Required action | Both the line with "M535,576l36,46 -65,27 -37,-45z" and the line with "M804,132v14l-21,7v-14z" in the records below must appear in the output, along with every line between them, exactly and with nothing added.

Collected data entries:
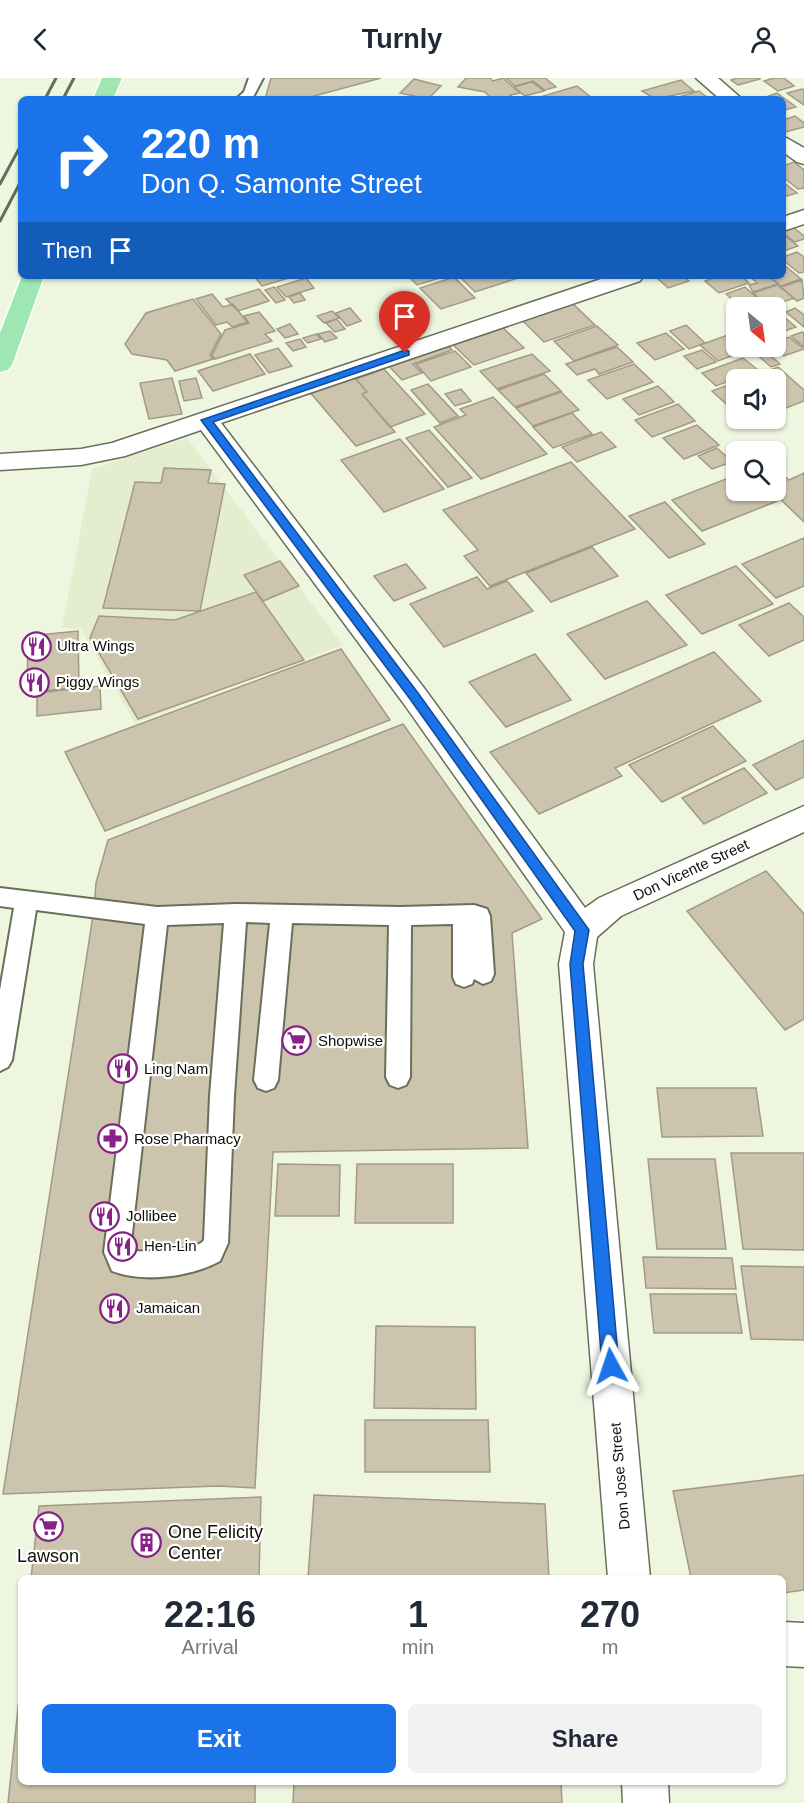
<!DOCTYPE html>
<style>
:root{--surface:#fff;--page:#f2f2f3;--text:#1f2937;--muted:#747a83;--accent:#1a73e8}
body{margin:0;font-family:Helvetica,sans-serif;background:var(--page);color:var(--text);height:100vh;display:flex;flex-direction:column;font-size:22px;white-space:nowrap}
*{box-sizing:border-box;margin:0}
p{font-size:20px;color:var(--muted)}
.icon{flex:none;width:33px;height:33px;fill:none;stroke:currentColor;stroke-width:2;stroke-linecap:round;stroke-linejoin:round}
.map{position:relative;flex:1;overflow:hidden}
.details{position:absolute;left:18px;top:1497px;width:768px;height:210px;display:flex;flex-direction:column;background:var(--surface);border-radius:9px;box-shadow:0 2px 4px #0004}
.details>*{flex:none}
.guide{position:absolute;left:18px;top:18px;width:768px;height:183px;border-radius:9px;box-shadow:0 2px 4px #0004;background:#1a73e8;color:#fff;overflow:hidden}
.needle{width:39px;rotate:151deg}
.tools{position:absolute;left:726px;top:219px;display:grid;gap:12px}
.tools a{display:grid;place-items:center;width:60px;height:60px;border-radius:9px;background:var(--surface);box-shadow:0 2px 4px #0004;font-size:30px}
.pin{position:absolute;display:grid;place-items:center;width:51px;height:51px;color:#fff;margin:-62px -26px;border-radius:50% 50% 50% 0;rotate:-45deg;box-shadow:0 0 6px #0007}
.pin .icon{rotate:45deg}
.me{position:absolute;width:66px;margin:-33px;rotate:355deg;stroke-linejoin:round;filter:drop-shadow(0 0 4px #0008)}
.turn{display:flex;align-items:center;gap:21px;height:126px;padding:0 24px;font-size:27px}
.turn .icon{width:78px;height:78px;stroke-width:2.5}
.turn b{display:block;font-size:42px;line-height:51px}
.then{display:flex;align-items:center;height:57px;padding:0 24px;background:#0003;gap:12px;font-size:22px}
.eta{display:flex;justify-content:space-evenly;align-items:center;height:102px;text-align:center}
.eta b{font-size:36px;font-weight:800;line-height:42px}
.cta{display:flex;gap:12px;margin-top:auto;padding:12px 24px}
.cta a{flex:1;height:69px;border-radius:9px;background:var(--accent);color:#fff;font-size:24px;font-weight:800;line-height:69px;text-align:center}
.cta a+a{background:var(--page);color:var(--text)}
header{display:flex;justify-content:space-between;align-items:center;height:78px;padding:0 24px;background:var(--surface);font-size:27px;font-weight:800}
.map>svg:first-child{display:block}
</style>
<header><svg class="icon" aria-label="back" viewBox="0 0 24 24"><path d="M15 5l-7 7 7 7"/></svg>Turnly<svg class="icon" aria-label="person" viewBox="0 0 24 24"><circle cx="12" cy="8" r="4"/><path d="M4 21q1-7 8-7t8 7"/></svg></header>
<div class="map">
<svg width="804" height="1725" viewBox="0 0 804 1725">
<rect width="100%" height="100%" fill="#eff6df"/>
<path fill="#e4edce" d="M187,360l156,207 -208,78 -54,-94 -19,-1 30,-159z"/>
<path fill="#ccc4ad" stroke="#a39a85" stroke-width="1.5" d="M271,0h110l-78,21h-38z
M466,0h24l3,3 10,-3 17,15 -10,2 5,4h-23l-7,-7 -27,-5z
M506,0h39l11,9 -11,3 -12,-9 -18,5z
M738,0h22v1l-22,6 -7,-5z
M774,0h10l10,8 -16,5 -14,-10z
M414,1l27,7 -13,13 -28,-6z
M681,2l13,11 -39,8 -13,-8z
M532,4l12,9 -19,5 -11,-9z
M577,8l15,12 -49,1 -3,-2z
M802,11l2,1v15l-17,-12z
M699,13l9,7 -36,1z
M777,15l19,14 -12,3 -1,-11 -17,-2z
M795,38l9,7v4l-19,5 -2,-12z
M794,84l10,8v18l-6,1 -15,-12v-11z
M783,104l14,11 -14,4z
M788,145l16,13v3l-9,3 -12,-9v-8z
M783,156l15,12 -14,5z
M797,174l7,5v15l-5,1 -16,-13v-3z
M783,186l18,15 -20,7 -12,-10h14z
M254,198h42l-34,10z
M408,198h38l-29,9z
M459,198h61l1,1 -46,15z
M655,198h28l6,5 -21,7z
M720,198h21l8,7 -30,10 -14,-12z
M749,198h19l10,8 -25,8 -4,-7 8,-2z
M454,199l21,21 -34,11 -21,-21z
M306,200l8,10 -28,9 -9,-10z
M802,202l2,18 -7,3 -16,-14z
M777,207l17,13 -24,9 -17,-14z
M274,209l11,13 -9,3 -11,-13z
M745,209l18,16 -21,5 -16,-14z
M259,211l10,12 -31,10 -12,-12z
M300,215l5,7 -11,3 -5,-6z
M212,216l11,13 10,-3 14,18 -15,5 -5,-5 -11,3 -20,-26z
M193,221l28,35 -11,21 3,4 -38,12 -8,-11 -35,-6 -7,-10 21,-31z
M568,221l27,26 -51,17 -26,-26z
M350,230l11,13 -14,5 -11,-13z
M795,230l9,7v12l-18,-15z
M332,233l7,7 -15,5 -7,-7z
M259,234l16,19 -10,3 7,7 -57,18 -3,-4 13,-25 24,-7 -5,-7z
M784,239l12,10 -17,6 -3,-3v-10z
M337,241l8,10 -10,3 -9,-9z
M497,244l27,26 -50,17 -26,-25z
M290,246l8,10 -13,4 -8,-9z
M686,247l19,18 -16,6 -19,-18z
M597,248l21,19 -44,16 -20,-20z
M330,253l7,7 -12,4 -7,-8z
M736,254v14h23l-41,15 -18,-16z
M802,254l2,1v14l-13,-11z
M666,255l18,16 -29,11 -18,-17z
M316,256l5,5 -13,4 -5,-5z
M789,259l15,12 -20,7 -11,-10h3v-4z
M300,261l6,8 -13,4 -7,-8z
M443,262l9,10 -39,14 9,9 -20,7 -18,-19z
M617,269l16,15 -34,12 -4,-5 -18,6 -11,-11z
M278,270l14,18 -23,7 -14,-18z
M702,272l14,12 -19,7 -13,-13z
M764,272l16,14 -9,3 -16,-14z
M455,273l16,16 -40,14 -15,-17z
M250,276l15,20 -52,17 -15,-20z
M532,276l18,17 -53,18 -17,-18z
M743,280l15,12 -42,16 -14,-13z
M634,286l19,18 -46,17 -19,-19z
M778,289l26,23v11l-28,11v-32h-33z
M384,291l41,45 -35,13 -28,-33 5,-2 -11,-13z
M544,296l17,17 -46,16 -17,-17z
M352,297l15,17 -5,2 33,38 -39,14 -48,-56z
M172,300l10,36 -33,5 -9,-36z
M196,300l6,20 -18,3 -5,-20z
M736,304v31l-24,-22z
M428,306l30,32 -18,7 -29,-33z
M658,308l16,16 -35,13 -16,-16z
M461,311l10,12 -16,5 -10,-12z
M561,314l18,18 -46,16 -17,-18z
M493,319l54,57 -66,25 -47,-52 32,-12 -6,-6z
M678,326l17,17 -43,16 -17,-17z
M572,335l20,21 -39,14 -20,-21z
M697,347l22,20 -35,14 -21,-21z
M429,352l43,48 -24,9 -42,-49z
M601,354l15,15 -39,15 -15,-15z
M400,361l44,50 -60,23 -43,-52z
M717,370l15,14 -20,7 -14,-13z
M571,384l64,67 -145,57 -26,-30 14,-6 -35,-40z
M164,390l47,2 -3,13 17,1 -25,127 -97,-3 32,-126 26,1z
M776,391l13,11 15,-7v49l-33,-32h5z
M736,397v15h34l10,10 -78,31 -30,-31z
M665,424l40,42 -36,14 -40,-42z
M804,460v48l-28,12 -34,-34z
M592,469l26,29 -67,26 -25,-29z
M280,483l19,25 -36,15 -19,-26z
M406,486l20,24 -32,13 -20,-25z
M736,488l37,38 -71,30 -36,-39z
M477,499l10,12 20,-8 26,30 -89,36 -34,-43z
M256,514l48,68 -166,59 -48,-81 9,-22 76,4z
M647,523l40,44 -82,34 -38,-45z
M789,525l15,14v23l-35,16 -30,-31z
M78,553l1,56 -52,6 1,-57z
M341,571l49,71 -285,111 -40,-79z
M714,574l47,49 -146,67 7,8 -83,38 -49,-62z
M535,576l36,46 -65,27 -37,-45z
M100,608l1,23 -64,7v-23z
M403,646l139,195 -30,14 16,215 -255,4 -18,336 -37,-2 -215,8 91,-585 2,-26 12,-43z
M713,648l33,35 -84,41 -33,-37z
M804,662v37l-28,13 -23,-25z
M744,690l23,25 -63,31 -22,-26z
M766,793l38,43v105l-19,11 -98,-119z
M657,1010h99l7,48 -101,1z
M731,1075h73v97l-61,-1z
M648,1081h67l11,90h-69z
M278,1086l62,1 -1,51h-64z
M357,1086h96v59h-98z
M643,1179l89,1 4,31 -90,-1z
M741,1188l63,1v73l-53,-1z
M650,1216h86l6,39h-88z
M376,1248l99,1 1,82 -102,-1z
M365,1342h123l2,52h-125z
M804,1397v115l-21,3v-15h-92l-18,-87z
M314,1417l231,9 4,74h-241z
M261,1419l-2,81h-228l8,-72z
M21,1602v102h234v21h-247z
M294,1704h267l1,21h-269z"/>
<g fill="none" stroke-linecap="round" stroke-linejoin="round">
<defs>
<path id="service" d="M249,0h14l-11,21h-16l8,-7z
M0,810l157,19 79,-3 164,3 74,-2 13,4 3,7 4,58 -3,7 -8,3 -9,-5 -2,5 -8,3 -8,-3 -3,-7v-53l-42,1 -1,152 -4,8 -8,3 -8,-3 -4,-8 3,-152 -97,-2 -14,157 -4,8 -8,3 -8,-3 -4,-8 16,-157 -24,-1 -12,174 -6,147 -8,18c-29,16 -77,22 -108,10l-8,-19 41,-328 -109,-14 -24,150 -4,7 -8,4v-81l14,-82 -14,-2zM224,845l-14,173 -6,144c-8,12 -59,12 -74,11l37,-326z"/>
<path id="minor" d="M696,0h22l24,21h-22z
M783,58l21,12v16l-7,-2 -14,-10z
M804,132v14l-21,7v-14z
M610,198h33l-3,5 -419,142 203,265 161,220 14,-10 205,-92v26l-183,84 -24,21 -4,27 57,614h-42l-49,-614 6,-32 -161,-228 -203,-274 -76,26 -44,9 -81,5v-16l81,-5 31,-6z
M783,1544l21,1v44l-21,-1z
M622,1704h46l1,21h-46z"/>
<path id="primary" d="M102,0h20l-9,21h-20z
M22,198h22l-32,89 -4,5 -8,2v-39z"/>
</defs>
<use href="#service" stroke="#696f5b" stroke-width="4"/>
<use href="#minor" stroke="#696f5b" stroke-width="3"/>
<use href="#primary" stroke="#fff" stroke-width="3"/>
<use href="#service" fill="#fff" fill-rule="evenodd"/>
<use href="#minor" fill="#fff" fill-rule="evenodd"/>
<use href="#primary" fill="#9ee7b3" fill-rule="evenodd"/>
<path stroke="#686c5e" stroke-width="3" d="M45,21l11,-21
M63,21l11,-21
M0,106l21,-39
M0,143l21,-40"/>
</g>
<path fill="#1a73e8" stroke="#114b97" stroke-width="1.5" d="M405,272l4,1v4l-196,67 205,271 171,237 -6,34 36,402 -3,5 -5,3 -6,-3 -3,-5 -32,-402 5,-33 -165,-232 -209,-279z"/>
<defs>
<symbol id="restaurant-ring" viewBox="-11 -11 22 22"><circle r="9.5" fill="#fff" stroke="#882188" stroke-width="1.5"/><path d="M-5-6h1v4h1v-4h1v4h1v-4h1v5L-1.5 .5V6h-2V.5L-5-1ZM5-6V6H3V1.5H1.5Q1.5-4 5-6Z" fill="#882188"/></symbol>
<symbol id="supermarket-ring" viewBox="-11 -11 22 22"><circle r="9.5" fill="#fff" stroke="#882188" stroke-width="1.5"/><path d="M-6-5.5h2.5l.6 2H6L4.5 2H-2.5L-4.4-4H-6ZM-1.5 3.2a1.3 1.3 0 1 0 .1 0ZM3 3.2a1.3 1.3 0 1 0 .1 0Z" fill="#882188"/></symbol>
<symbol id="pharmacy-ring" viewBox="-11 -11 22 22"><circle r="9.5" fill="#fff" stroke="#882188" stroke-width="1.5"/><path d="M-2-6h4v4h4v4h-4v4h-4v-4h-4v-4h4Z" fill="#882188"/></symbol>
<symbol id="building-ring" viewBox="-11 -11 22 22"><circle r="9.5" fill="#fff" stroke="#882188" stroke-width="1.5"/><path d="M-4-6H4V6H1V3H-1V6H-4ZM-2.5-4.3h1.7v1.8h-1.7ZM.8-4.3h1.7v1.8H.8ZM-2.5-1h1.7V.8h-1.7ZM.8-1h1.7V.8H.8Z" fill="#882188"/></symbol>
</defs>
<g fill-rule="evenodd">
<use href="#restaurant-ring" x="20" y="552" width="33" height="33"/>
<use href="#restaurant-ring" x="18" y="588" width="33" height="33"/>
<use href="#supermarket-ring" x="280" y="946" width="33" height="33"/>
<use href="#restaurant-ring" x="106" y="974" width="33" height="33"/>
<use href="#pharmacy-ring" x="96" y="1044" width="33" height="33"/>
<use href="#restaurant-ring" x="88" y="1122" width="33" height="33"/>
<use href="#restaurant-ring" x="106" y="1152" width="33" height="33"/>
<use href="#restaurant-ring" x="98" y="1214" width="33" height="33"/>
<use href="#supermarket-ring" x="32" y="1432" width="33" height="33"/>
<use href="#building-ring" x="130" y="1448" width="33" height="33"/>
</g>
<g text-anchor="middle" stroke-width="4.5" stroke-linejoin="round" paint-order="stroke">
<g font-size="15" fill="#0d0f07" stroke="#fff" text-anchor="start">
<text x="57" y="573">Ultra Wings</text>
<text x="56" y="609">Piggy Wings</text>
<text x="318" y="968">Shopwise</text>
<text x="144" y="996">Ling Nam</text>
<text x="134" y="1066">Rose Pharmacy</text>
<text x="126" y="1143">Jollibee</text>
<text x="144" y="1173">Hen-Lin</text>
<text x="136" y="1235">Jamaican</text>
</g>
<g font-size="15" fill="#0d0f07" stroke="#fff">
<text transform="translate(691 792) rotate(-25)" y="5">Don Vicente Street</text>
<text transform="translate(620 1398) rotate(-95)" y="5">Don Jose Street</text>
</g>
<g font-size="18" fill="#0d0f07" stroke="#fff" text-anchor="start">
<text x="168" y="1460">One Felicity<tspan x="168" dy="21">Center</tspan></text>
<text x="48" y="1484" text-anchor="middle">Lawson</text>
</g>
</g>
</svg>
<div class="tools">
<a><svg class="needle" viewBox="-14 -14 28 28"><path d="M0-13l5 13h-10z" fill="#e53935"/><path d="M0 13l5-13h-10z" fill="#747a83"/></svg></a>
<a><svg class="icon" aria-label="sound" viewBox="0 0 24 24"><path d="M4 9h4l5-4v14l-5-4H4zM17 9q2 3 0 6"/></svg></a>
<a><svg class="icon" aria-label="search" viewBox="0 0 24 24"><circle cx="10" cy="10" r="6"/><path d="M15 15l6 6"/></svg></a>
</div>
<div class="pin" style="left:405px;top:275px;background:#d93025"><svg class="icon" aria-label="arrive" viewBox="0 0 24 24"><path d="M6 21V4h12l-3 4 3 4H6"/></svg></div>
<svg class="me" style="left:611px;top:1288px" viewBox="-20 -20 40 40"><path d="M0-17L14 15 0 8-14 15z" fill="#1a73e8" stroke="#fff" stroke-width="4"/></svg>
<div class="guide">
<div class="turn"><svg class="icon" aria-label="right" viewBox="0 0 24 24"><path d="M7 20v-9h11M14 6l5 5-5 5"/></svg><div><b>220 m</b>Don Q. Samonte Street</div></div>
<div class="then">Then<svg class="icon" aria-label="arrive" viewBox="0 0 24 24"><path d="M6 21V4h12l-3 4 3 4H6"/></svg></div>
</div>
<section class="details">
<div class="eta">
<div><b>22:16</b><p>Arrival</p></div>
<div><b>1</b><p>min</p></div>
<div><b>270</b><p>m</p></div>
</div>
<div class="cta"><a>Exit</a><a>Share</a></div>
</section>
</div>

Response to the exercise |
M535,576l36,46 -65,27 -37,-45z
M100,608l1,23 -64,7v-23z
M403,646l139,195 -30,14 16,215 -255,4 -18,336 -37,-2 -215,8 91,-585 2,-26 12,-43z
M713,648l33,35 -84,41 -33,-37z
M804,662v37l-28,13 -23,-25z
M744,690l23,25 -63,31 -22,-26z
M766,793l38,43v105l-19,11 -98,-119z
M657,1010h99l7,48 -101,1z
M731,1075h73v97l-61,-1z
M648,1081h67l11,90h-69z
M278,1086l62,1 -1,51h-64z
M357,1086h96v59h-98z
M643,1179l89,1 4,31 -90,-1z
M741,1188l63,1v73l-53,-1z
M650,1216h86l6,39h-88z
M376,1248l99,1 1,82 -102,-1z
M365,1342h123l2,52h-125z
M804,1397v115l-21,3v-15h-92l-18,-87z
M314,1417l231,9 4,74h-241z
M261,1419l-2,81h-228l8,-72z
M21,1602v102h234v21h-247z
M294,1704h267l1,21h-269z"/>
<g fill="none" stroke-linecap="round" stroke-linejoin="round">
<defs>
<path id="service" d="M249,0h14l-11,21h-16l8,-7z
M0,810l157,19 79,-3 164,3 74,-2 13,4 3,7 4,58 -3,7 -8,3 -9,-5 -2,5 -8,3 -8,-3 -3,-7v-53l-42,1 -1,152 -4,8 -8,3 -8,-3 -4,-8 3,-152 -97,-2 -14,157 -4,8 -8,3 -8,-3 -4,-8 16,-157 -24,-1 -12,174 -6,147 -8,18c-29,16 -77,22 -108,10l-8,-19 41,-328 -109,-14 -24,150 -4,7 -8,4v-81l14,-82 -14,-2zM224,845l-14,173 -6,144c-8,12 -59,12 -74,11l37,-326z"/>
<path id="minor" d="M696,0h22l24,21h-22z
M783,58l21,12v16l-7,-2 -14,-10z
M804,132v14l-21,7v-14z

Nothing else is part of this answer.